38192 is the Sears SKU for the 721 system. The rebate receipt will print automatically when they ring it up. I'm still waiting to receive my unit (I posted about this deal in the L105 thread a few days ago...)

BTW, some of the Sears employees are a bit sharper than others. For instance, at the first store I visited, the sales guy hadn't heard of a 721, but he was going to search for it on the Sears web site (and it IS on there). However, his store's Internet access was down while I was there. He realized that he could print out the rebate receipt by using one of the other Dish system SKU numbers and right there on the receipt it shows all four or five allowable SKUs for receiving the $50 gift card -- and the 721 is the last one listed (38192).


----------



## Nightmare (Nov 3, 2002)

Thanks for the info, maybe I'll stop by tomorrow and see what happens.


----------



## DishDude1 (Apr 13, 2002)

I also tried to get one from sears, called two stores and both said they didn't have them and couldn't order them...but did give me a price of $549/standalone $599/complete


----------



## jazzis (Nov 6, 2002)

they didnt have my 721 either. They did order it for me though. I called today and asked about 508's. they didnt have them either. I dont think they carry them in stock. I called 3 stores in my area and none of them had any in. As far as the price Like i said i got mine for alot cheaper...Mine was only $405 for the complete system.. :shrug:


----------



## Bob Haller (Mar 24, 2002)

You know sears discounts anything returned. So you might check the returned discounted stuff at each department. Say someone buys it, fails install and returns it. They look at it mark it down 30% and back on sale it goes. Now combine that with one of their 10% off sales = 40% off retail price.

I dont like Sears, their service department is a RIP OFF charging 2 trip charges for one tech to service a furnace with air.

Policies like this give EVERYONE who does service a bad reputation......


----------



## jazzis (Nov 6, 2002)

> _Originally posted by Bob Haller _
> *You know sears discounts anything returned. So you might check the returned discounted stuff at each department. Say someone buys it, fails install and returns it. They look at it mark it down 30% and back on sale it goes. Now combine that with one of their 10% off sales = 40% off retail price.
> 
> I dont like Sears, their service department is a RIP OFF charging 2 trip charges for one tech to service a furnace with air.
> ...


This may be just my opinopn but who wants to take a chance on something someone else may have had 30 days and brought it back,  when you can get a new system...I think i got a great deal for a new complete system they wanted $599 for existing customers and i only paid $379 plus tax... plus i get a $50 gift card...  I understand about the service department. But no one's asking them to service the thing dish will do that. I mean you are saving over $200 if you work it right.

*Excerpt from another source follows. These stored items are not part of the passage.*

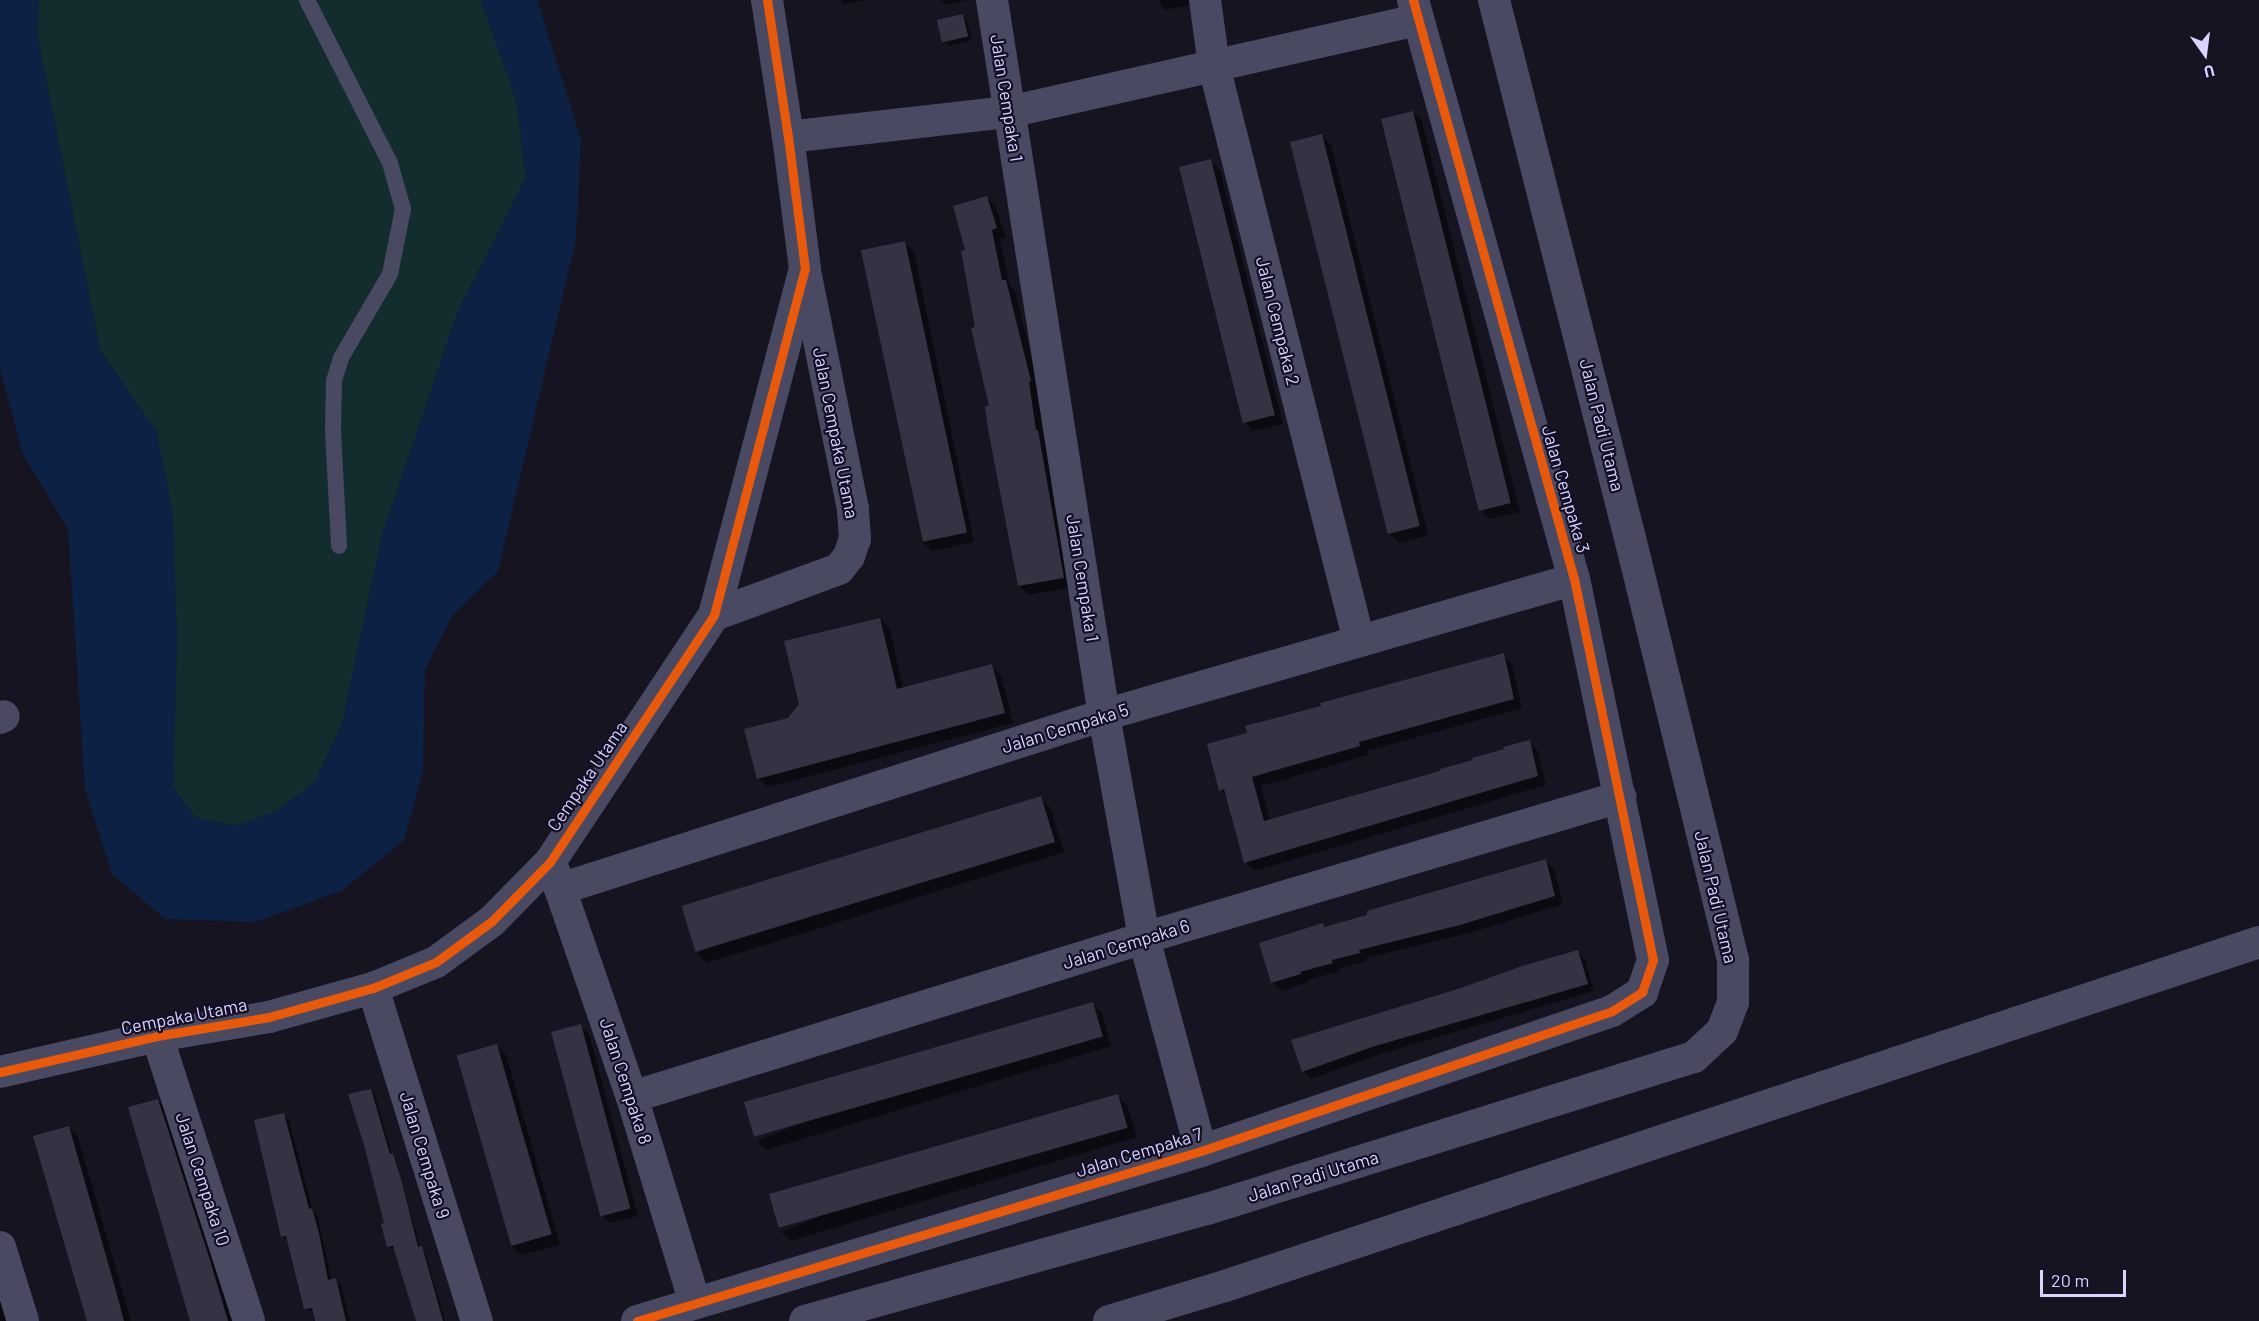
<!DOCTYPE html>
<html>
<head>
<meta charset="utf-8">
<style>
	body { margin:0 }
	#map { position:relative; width:2259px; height:1321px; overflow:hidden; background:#161421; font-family:Barlow,sans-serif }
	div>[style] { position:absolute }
	.green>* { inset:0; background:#132c2d }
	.water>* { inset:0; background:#0d2144 }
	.shadow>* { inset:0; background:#0007 }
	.building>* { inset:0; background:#343243; transform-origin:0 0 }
	.service>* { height:16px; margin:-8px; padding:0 8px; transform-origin:8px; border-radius:8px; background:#4a4962 }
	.minor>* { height:32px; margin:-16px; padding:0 16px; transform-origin:16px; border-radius:16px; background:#4a4962 }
	.cycleway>* { height:9px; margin:-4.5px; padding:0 4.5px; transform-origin:4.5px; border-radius:4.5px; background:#e8590c }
	span { translate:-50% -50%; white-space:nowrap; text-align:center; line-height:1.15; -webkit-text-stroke:4.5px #130f26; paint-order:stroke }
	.street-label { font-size:18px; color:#d9d4ff }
	.north { position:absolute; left:2175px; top:24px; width:60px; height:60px; -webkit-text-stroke:4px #130f26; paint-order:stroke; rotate:166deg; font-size:16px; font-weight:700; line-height:24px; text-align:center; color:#d9d4ff }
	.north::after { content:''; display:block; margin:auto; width:21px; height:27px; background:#d9d4ff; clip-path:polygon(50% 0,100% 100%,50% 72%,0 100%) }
	.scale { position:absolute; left:2040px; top:1270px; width:86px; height:27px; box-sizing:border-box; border:3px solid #d9d4ff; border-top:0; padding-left:8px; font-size:18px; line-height:21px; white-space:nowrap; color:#d9d4ff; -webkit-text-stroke:4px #130f26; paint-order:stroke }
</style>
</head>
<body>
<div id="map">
	<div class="green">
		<div style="clip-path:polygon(39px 0,481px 0,516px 99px,526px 177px,458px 311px,382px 536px,342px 724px,315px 782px,277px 811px,236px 826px,196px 818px,173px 787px,177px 637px,172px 510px,156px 431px,100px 350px,37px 35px)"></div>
	</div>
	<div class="water">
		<div style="clip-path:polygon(0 0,39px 0,37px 35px,100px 350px,156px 431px,172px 510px,177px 637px,173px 787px,196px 818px,236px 826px,277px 811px,315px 782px,342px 724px,382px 536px,458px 311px,526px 177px,516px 99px,481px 0,537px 0,581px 139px,576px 239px,498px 571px,452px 616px,425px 669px,423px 771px,404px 840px,343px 890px,255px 922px,165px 919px,112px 874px,85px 789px,68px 529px,23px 454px,0 369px)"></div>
	</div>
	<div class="shadow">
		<div style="clip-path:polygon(841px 0,866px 0,844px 4px)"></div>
		<div style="clip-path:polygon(941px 0,967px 0,946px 5px)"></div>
		<div style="clip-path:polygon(1158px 0,1189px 0,1190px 5px,1165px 10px)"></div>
		<div style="clip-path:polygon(963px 15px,967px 20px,972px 40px,949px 46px,944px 42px)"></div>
		<div style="clip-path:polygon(1413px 112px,1422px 121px,1520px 512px,1490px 519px,1481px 510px)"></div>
		<div style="clip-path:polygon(1322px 135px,1331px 145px,1428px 535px,1399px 543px,1390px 533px)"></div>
		<div style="clip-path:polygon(1211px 161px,1220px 170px,1283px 424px,1253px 431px,1244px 422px)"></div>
		<div style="clip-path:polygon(987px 198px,996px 207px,1006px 238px,1000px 239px,1010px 285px,1015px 291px,1040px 391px,1038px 391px,1044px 438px,1047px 441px,1073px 587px,1029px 595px,1019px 586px,967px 251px)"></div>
		<div style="clip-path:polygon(905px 243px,914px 252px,974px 542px,932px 551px,922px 542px)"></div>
		<div style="clip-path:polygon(880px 619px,890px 629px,903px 689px,991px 666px,1001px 675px,1013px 723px,768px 787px,758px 778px,789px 719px)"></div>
		<div style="clip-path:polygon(1503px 655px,1512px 664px,1522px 708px,1367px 751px,1368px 755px,1261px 786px,1270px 821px,1475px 761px,1529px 742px,1538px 751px,1546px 785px,1255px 871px,1245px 862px,1227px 796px,1221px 790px)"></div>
		<div style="clip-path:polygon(1040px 798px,1050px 807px,1064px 852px,707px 963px,697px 953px)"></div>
		<div style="clip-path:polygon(1546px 861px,1554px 869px,1563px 904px,1469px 933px,1366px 958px,1367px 961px,1339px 968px,1340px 971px,1307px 980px,1308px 982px,1281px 991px,1273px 982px,1322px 925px,1325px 928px)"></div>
		<div style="clip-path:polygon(1578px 952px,1585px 960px,1594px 991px,1380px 1054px,1311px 1079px,1303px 1071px)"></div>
		<div style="clip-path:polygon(1093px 1004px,1102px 1013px,1111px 1046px,766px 1150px,757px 1141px)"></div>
		<div style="clip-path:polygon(581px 1026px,589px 1034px,638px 1216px,610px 1223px,602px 1215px)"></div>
		<div style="clip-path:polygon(497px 1046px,506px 1055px,560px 1245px,521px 1255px,511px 1246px)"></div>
		<div style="clip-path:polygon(370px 1090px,375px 1095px,392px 1155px,396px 1159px,420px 1247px,425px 1252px,445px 1321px,416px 1321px,395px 1250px,388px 1246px)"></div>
		<div style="clip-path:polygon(1117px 1096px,1127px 1105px,1137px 1137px,791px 1241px,781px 1232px)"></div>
		<div style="clip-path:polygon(158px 1100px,167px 1110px,233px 1321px,191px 1321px)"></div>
		<div style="clip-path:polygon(283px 1115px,289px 1120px,313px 1211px,317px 1215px,332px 1281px,336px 1280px,341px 1285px,350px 1321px,314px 1321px,313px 1313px,306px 1309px,289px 1241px,282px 1236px)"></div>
		<div style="clip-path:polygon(68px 1127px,78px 1137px,131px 1321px,88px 1321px)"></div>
		<div style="clip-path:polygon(0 1299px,6px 1321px,0 1321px)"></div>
	</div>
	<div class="building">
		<div style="left:963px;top:14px;width:23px;height:27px;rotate:77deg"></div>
		<div style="left:1413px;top:111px;width:404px;height:33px;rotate:76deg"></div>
		<div style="left:1322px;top:134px;width:404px;height:33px;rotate:76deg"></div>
		<div style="left:1211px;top:159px;width:264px;height:33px;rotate:76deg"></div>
		<div style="clip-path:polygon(987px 196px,997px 228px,992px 230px,1002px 280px,1006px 280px,1031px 381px,1029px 382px,1036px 430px,1038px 430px,1064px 578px,1018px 586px,988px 429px,985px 406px,989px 406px,971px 328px,975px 327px,961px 251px,965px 250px,953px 206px)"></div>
		<div style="left:905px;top:241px;width:298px;height:45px;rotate:78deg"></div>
		<div style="clip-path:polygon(880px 618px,897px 689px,992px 664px,1005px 713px,757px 779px,744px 729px,788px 718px,799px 704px,784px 641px)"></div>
		<div style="clip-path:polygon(1504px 653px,1514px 699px,1359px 742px,1360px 746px,1252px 777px,1264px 821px,1440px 771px,1440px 769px,1473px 760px,1472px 758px,1504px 749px,1503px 747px,1530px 740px,1538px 776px,1244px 863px,1224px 789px,1219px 791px,1207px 744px,1247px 733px,1245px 726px,1321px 706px,1320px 703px)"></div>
		<div style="left:1041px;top:796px;width:48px;height:376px;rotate:73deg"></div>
		<div style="clip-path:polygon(1546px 859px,1555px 896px,1460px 925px,1359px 950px,1360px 953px,1332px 960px,1333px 963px,1300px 972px,1301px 974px,1271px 983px,1259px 943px,1323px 923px,1324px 927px,1367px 915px,1367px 911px)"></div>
		<div style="clip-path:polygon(1578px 950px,1588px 984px,1372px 1047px,1302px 1072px,1291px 1040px,1461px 988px,1522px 966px)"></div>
		<div style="left:1093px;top:1002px;width:36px;height:363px;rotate:74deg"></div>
		<div style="left:581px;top:1024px;width:191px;height:31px;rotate:75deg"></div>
		<div style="left:497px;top:1044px;width:198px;height:42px;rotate:74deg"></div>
		<div style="clip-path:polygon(371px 1089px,390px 1154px,393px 1153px,402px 1182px,418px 1247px,422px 1246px,443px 1321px,416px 1321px,393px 1246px,387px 1247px,381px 1224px,384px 1223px,364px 1145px,348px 1094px)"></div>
		<div style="left:1118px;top:1094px;width:35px;height:363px;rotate:74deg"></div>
		<div style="clip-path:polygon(158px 1099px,210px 1260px,228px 1321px,190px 1321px,128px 1107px)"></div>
		<div style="clip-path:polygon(284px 1113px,309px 1209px,312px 1208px,319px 1233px,328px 1280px,336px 1278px,346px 1321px,315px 1321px,312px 1308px,304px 1309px,286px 1236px,281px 1237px,254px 1120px)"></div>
		<div style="clip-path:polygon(69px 1126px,116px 1291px,124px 1321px,87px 1321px,72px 1270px,33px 1136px)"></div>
	</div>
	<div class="service">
		<div style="left:307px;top:0;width:183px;rotate:63deg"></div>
		<div style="left:390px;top:163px;width:48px;rotate:74.2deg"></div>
		<div style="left:403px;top:209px;width:66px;rotate:101.3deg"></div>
		<div style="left:390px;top:274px;width:97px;rotate:120.3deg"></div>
		<div style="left:341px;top:358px;width:24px;rotate:107deg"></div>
		<div style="left:334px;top:381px;width:50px;rotate:91.1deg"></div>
		<div style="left:333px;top:431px;width:115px;rotate:87deg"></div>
	</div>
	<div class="minor">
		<div style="left:992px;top:0;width:724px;rotate:81.1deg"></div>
		<div style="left:1104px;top:715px;width:227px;rotate:79.8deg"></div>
		<div style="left:1144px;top:938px;width:220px;rotate:75deg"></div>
		<div style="left:1205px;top:0;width:67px;rotate:82.2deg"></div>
		<div style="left:1214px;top:66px;width:593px;rotate:75.85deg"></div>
		<div style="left:788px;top:137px;width:222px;rotate:-6.5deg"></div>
		<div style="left:1009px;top:112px;width:419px;rotate:-12.7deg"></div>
		<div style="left:714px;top:615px;width:133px;rotate:-20.2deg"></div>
		<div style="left:839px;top:569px;width:16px;rotate:-52deg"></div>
		<div style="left:849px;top:556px;width:18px;rotate:-71deg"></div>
		<div style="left:855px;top:539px;width:30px;rotate:-94deg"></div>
		<div style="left:853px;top:509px;width:239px;rotate:-101.4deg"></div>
		<div style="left:0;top:718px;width:4px;rotate:-27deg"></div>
		<div style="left:554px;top:871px;width:239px;rotate:71deg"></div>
		<div style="left:632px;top:1097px;width:215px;rotate:73deg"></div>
		<div style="left:560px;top:889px;width:571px;rotate:-17.74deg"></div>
		<div style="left:1104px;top:715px;width:489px;rotate:-16.1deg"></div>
		<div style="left:373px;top:988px;width:349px;rotate:72.7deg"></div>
		<div style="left:157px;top:1036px;width:299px;rotate:72.1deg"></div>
		<div style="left:0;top:1072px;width:161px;rotate:-12.9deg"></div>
		<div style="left:157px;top:1036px;width:114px;rotate:-9.6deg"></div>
		<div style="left:269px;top:1017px;width:108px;rotate:-15.6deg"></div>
		<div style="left:373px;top:988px;width:68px;rotate:-22.4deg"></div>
		<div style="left:436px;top:962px;width:69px;rotate:-36.2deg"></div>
		<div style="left:492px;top:921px;width:83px;rotate:-45.5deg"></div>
		<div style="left:550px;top:862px;width:296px;rotate:-56.4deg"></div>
		<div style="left:714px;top:615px;width:358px;rotate:-75.3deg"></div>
		<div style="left:805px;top:269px;width:133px;rotate:-97.3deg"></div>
		<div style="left:788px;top:137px;width:139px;rotate:-98.7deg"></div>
		<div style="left:632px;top:1097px;width:536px;rotate:-17.25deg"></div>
		<div style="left:1144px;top:938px;width:497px;rotate:-16.5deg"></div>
		<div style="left:0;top:1247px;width:77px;rotate:72.7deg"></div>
		<div style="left:637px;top:1321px;width:589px;rotate:-16.77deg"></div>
		<div style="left:1201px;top:1151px;width:434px;rotate:-18.8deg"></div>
		<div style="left:1612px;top:1011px;width:36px;rotate:-32deg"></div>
		<div style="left:1642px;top:992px;width:34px;rotate:-71deg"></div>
		<div style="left:1653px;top:960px;width:389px;rotate:-101.7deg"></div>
		<div style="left:1574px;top:579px;width:601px;rotate:-105.54deg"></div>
		<div style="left:805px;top:1321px;width:417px;rotate:-15.6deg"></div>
		<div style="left:1207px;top:1209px;width:510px;rotate:-17.33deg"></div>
		<div style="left:1694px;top:1057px;width:38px;rotate:-43deg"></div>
		<div style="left:1722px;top:1031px;width:31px;rotate:-69deg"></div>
		<div style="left:1733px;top:1002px;width:42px;rotate:-90deg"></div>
		<div style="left:1733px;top:960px;width:410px;rotate:-103.7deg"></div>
		<div style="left:1636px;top:562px;width:580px;rotate:-104.18deg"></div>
		<div style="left:1109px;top:1321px;width:121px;rotate:-16.8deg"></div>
		<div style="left:1225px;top:1286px;width:1090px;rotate:-18.4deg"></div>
	</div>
	<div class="cycleway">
		<div style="left:0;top:1072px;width:161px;rotate:-12.9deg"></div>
		<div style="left:157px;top:1036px;width:114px;rotate:-9.6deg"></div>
		<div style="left:269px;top:1017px;width:108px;rotate:-15.6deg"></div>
		<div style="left:373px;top:988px;width:68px;rotate:-22.4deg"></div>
		<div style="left:436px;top:962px;width:69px;rotate:-36.2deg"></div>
		<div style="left:492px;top:921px;width:83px;rotate:-45.5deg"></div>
		<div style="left:550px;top:862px;width:296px;rotate:-56.4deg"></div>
		<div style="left:714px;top:615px;width:358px;rotate:-75.3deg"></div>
		<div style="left:805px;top:269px;width:133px;rotate:-97.3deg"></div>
		<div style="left:788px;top:137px;width:139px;rotate:-98.7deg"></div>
		<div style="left:637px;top:1321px;width:589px;rotate:-16.77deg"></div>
		<div style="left:1201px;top:1151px;width:434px;rotate:-18.8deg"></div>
		<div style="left:1612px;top:1011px;width:36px;rotate:-32deg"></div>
		<div style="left:1642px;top:992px;width:34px;rotate:-71deg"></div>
		<div style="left:1653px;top:960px;width:389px;rotate:-101.7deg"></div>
		<div style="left:1574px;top:579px;width:601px;rotate:-105.54deg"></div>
	</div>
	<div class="street-label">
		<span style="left:1007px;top:98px;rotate:81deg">Jalan Cempaka 1</span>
		<span style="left:1278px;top:321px;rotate:76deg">Jalan Cempaka 2</span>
		<span style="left:1602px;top:425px;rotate:76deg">Jalan Padi Utama</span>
		<span style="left:836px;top:433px;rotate:79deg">Jalan Cempaka Utama</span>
		<span style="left:1566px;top:489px;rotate:74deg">Jalan Cempaka 3</span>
		<span style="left:1083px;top:578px;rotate:81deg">Jalan Cempaka 1</span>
		<span style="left:1065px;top:728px;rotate:-17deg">Jalan Cempaka 5</span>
		<span style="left:587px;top:776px;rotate:-56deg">Cempaka Utama</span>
		<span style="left:1716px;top:897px;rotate:77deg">Jalan Padi Utama</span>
		<span style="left:1126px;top:944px;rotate:-17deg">Jalan Cempaka 6</span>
		<span style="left:184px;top:1016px;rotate:-11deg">Cempaka Utama</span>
		<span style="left:626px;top:1081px;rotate:72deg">Jalan Cempaka 8</span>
		<span style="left:1139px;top:1152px;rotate:-17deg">Jalan Cempaka 7</span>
		<span style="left:425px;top:1155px;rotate:73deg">Jalan Cempaka 9</span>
		<span style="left:1313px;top:1176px;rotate:-17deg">Jalan Padi Utama</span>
		<span style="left:203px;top:1179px;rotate:72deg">Jalan Cempaka 10</span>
	</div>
	<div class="north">U</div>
	<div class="scale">20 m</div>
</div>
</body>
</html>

All you gotta do is have them call another local retailer and ask for the price for new customers and sears will match that price even if your not a new cutomer....


----------



## sneakymoose (Nov 22, 2002)

Just an update... I called Sears yesterday and asked if my receiver had arrived, and they said to check on the expected arrival date (the 9th) and that it would be in on that day.

I was nearby today, so I decided to drop in. I scanned my receipt in the pickup computer and within a few minutes a Sears dude showed up with the box.

Hooked it up tonight and all is well. The system includes a Dish 500 with a DishPro LNBF, and all the cables you'll need EXCEPT for the RG6 cables. So I had to run to Home Depot to get a few feet of that and some F connectors so that I could hook up tuner #2.

Also, I noticed the warranty is covered by JVC instead of (or maybe in addition to??) Dish Network. I hope that the Dish $2 warranty will be available for it once the one year manufacturer warranty expires...


----------



## jazzis (Nov 6, 2002)

> _Originally posted by sneakymoose _
> *Just an update... I called Sears yesterday and asked if my receiver had arrived, and they said to check on the expected arrival date (the 9th) and that it would be in on that day.
> 
> I was nearby today, so I decided to drop in. I scanned my receipt in the pickup computer and within a few minutes a Sears dude showed up with the box.
> ...


your in luck the ddish warranty covers all equiptment that on your account for $2. Where able to get a good deal on your reciever. Mine came early also on the 5th. My advice is to anyone that buys from sears to go scan there reciept instead of calling. When I called the said mine wasnt there either. oh, well


----------